++++ Data for this exercise ++++
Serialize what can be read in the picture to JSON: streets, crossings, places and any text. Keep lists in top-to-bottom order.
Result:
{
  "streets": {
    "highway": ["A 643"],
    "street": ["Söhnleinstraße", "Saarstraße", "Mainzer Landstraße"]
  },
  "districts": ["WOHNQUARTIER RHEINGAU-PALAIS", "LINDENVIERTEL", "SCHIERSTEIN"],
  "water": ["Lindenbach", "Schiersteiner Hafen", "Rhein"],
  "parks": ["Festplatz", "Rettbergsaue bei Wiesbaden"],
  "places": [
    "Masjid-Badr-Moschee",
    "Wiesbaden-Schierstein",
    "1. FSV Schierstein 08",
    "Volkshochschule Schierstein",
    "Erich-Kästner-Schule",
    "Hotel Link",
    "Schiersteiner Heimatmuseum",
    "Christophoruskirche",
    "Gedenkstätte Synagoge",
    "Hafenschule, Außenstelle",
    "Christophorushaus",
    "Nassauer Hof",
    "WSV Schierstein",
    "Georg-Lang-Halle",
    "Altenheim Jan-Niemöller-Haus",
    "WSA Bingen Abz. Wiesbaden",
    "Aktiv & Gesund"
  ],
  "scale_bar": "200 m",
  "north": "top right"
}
++++
## What to produce
Where a line above holds the word "Schiersteiner", copy it.

## Reply
  "water": ["Lindenbach", "Schiersteiner Hafen", "Rhein"],
    "Schiersteiner Heimatmuseum",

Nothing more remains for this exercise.